Silviculture and Stand Management. In Brazil, pruning Eucalyptus grandis × urophylla clones up to 70% height at age 1.3 years optimizes clear-wood production without reducing growth (Ferraz-Filho et al., 2016), while thinning trials reveal that early, intensive thinning boosts tree size, whereas no thinning maximizes stand basal area depending on product goals (Ferraz-Filho et al., 2018). Coppice-with-standards systems offer dual outputs of biomass and high-quality logs (Ferraz-Filho et al., 2014).
Growth and Yield Modeling. Height–diameter allometry and mixed-effects models enable accurate volume estimates in Brazilian eucalyptus and Swedish poplars (Ferraz-Filho et al., 2018b; Hjelm et al., 2015). Bayesian and distribution-based models allow for reliable diameter predictions in data-poor pine plantations (Tian et al., 2020), while climate-sensitive models for Spain and the Nordics forecast future site productivity and forest dynamics (Antón-Fernández et al., 2016; Trasobares et al., 2022).
Biomass and Carbon Assessments. Life-cycle analysis of Chilean Eucalyptus globulus shows harvesting drives most environmental impacts, stressing the role of input efficiency (Morales et al., 2015). In Panama, allometric analysis of mangrove plots refines national carbon stock estimates and supports remote-sensing calibration (Hoyos-Santillan et al., 2025). González-García et al. (2014) performed cradle-to-gate LCAs of twelve European forestry systems—covering maritime pine, Norway spruce, willow, poplar, and Douglas-fir in Sweden, Germany, France, Italy, and Portugal—with 1 m³ yr⁻¹ roundwood as the functional unit. By harmonizing inventory data and methodological assumptions, they revealed that harvesting and forwarding dominate both environmental impacts and energy use (hotspots driven by diesel fuel), with fertilization, thinning, and weed control also contributing significantly. Variations in productivity, management intensity, and regional conditions drove wide differences in GWP, acidification, eutrophication, and photochemical‐oxidant potentials, underscoring that biomass choice should balance yield gains against the environmental costs of silvicultural practices.

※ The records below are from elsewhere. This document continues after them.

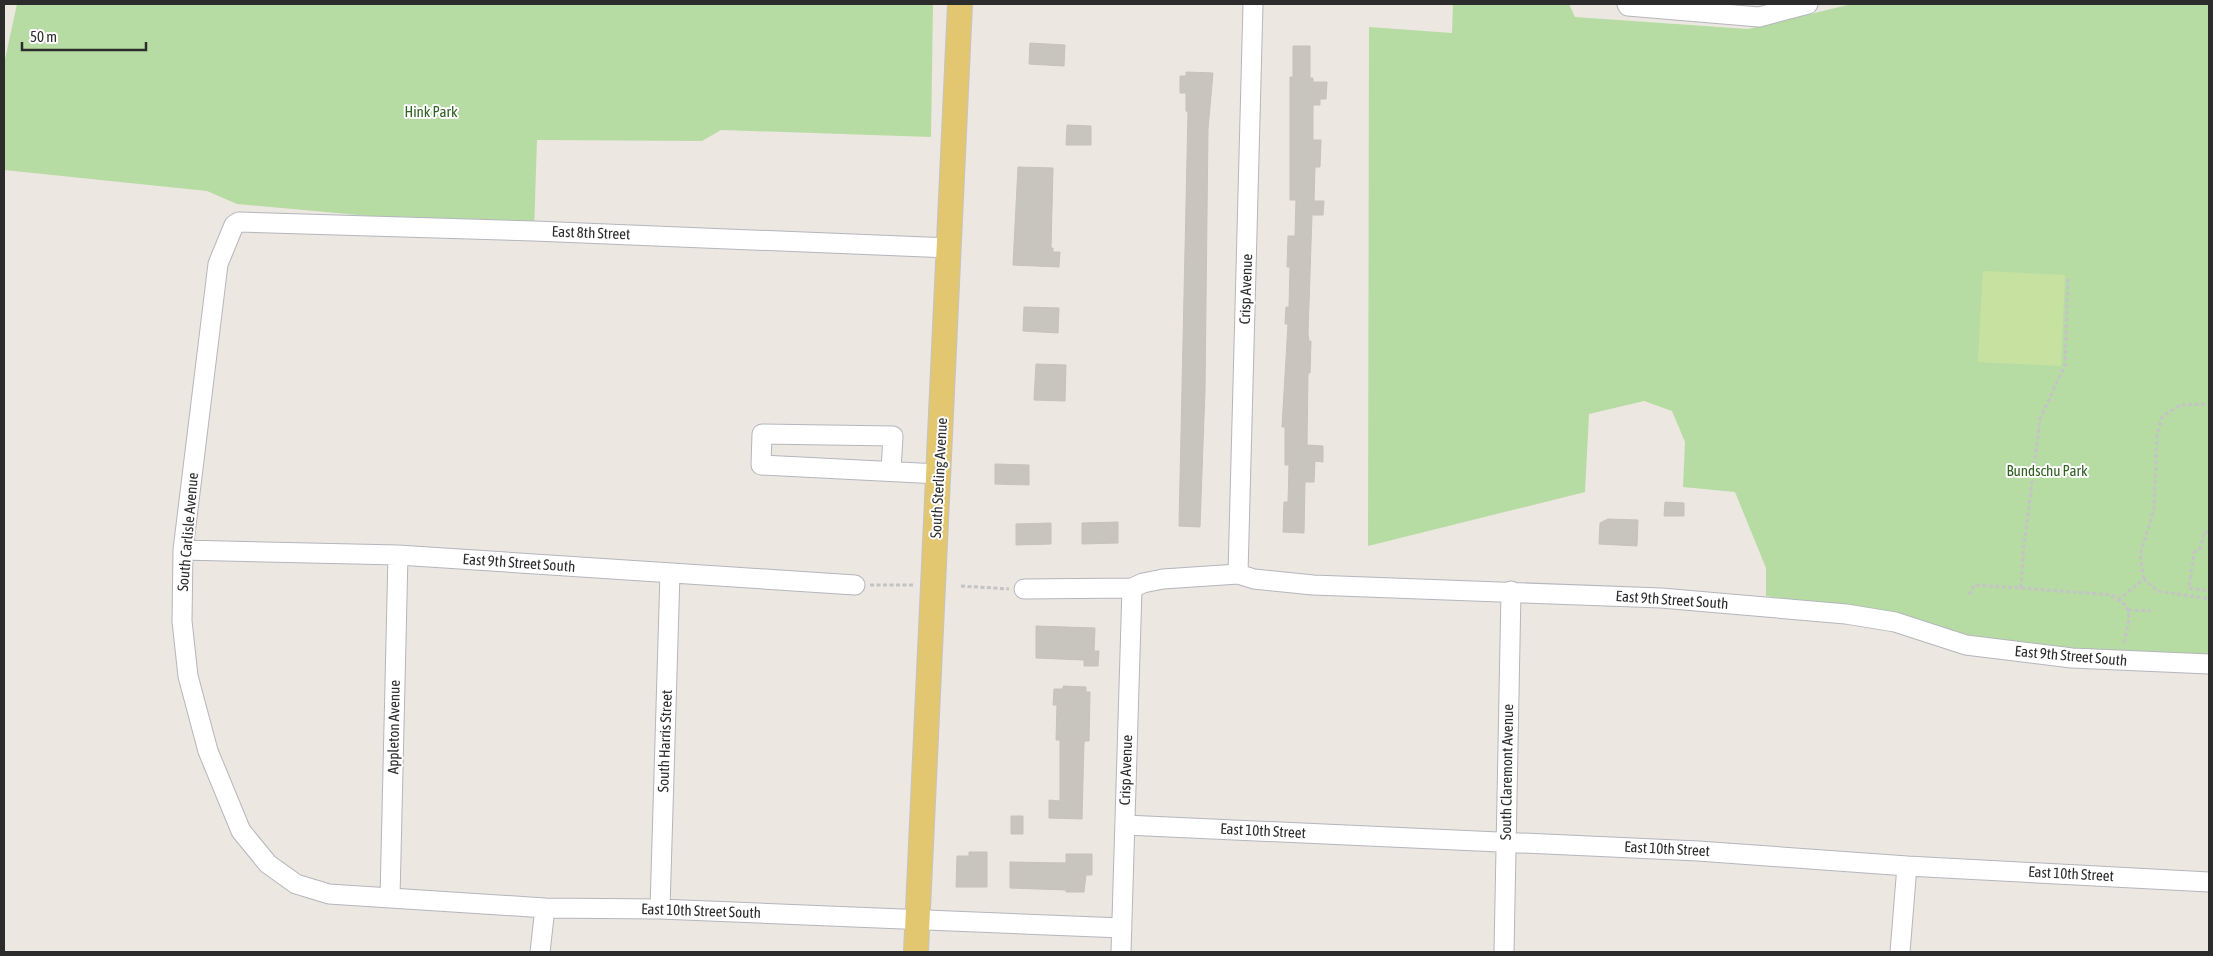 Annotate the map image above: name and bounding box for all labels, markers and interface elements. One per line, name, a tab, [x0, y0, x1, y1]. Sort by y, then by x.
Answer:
scale bar	[22, 20, 146, 52]
text: 50 m	[30, 28, 57, 45]
park label: Hink Park	[404, 103, 458, 120]
street label: East 8th Street	[551, 223, 631, 242]
street label: Crisp Avenue	[1236, 253, 1255, 325]
street label: South Sterling Avenue	[927, 417, 950, 539]
park label: Bundschu Park	[2006, 462, 2088, 479]
street label: South Carlisle Avenue	[174, 472, 201, 592]
street label: East 9th Street South	[462, 550, 576, 575]
street label: East 9th Street South	[1615, 587, 1729, 612]
street label: East 9th Street South	[2014, 642, 2128, 669]
street label: Appleton Avenue	[384, 680, 403, 774]
street label: South Harris Street	[654, 689, 675, 792]
street label: South Claremont Avenue	[1497, 704, 1516, 840]
street label: Crisp Avenue	[1116, 734, 1135, 806]
street label: East 10th Street	[1220, 820, 1306, 841]
street label: East 10th Street	[1624, 838, 1710, 859]
street label: East 10th Street	[2028, 863, 2114, 884]
street label: East 10th Street South	[641, 900, 761, 921]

Remote‐Sensing Imputation. Valbuena et al. (2017) evaluated how fusing airborne LIDAR height metrics with NDVI‐derived multispectral descriptors enhances most‐similar‐neighbor (MSN) imputation of key forest attributes. Across Scots pine plots in Spain, they computed three predictor sets—LIDAR only, NDVI only, and combined—and applied MSN to estimate diameter‐dependent (QMD, BA), height‐dependent (HL, V), density (N, SDI), and structural‐heterogeneity (Gini, BALM) variables. Results showed that while LIDAR alone already predicted height‐based attributes well, the addition of NDVI metrics notably improved estimates of diameter‐related and heterogeneity indicators, though benefits were attribute‐specific and required case-by-case assessment.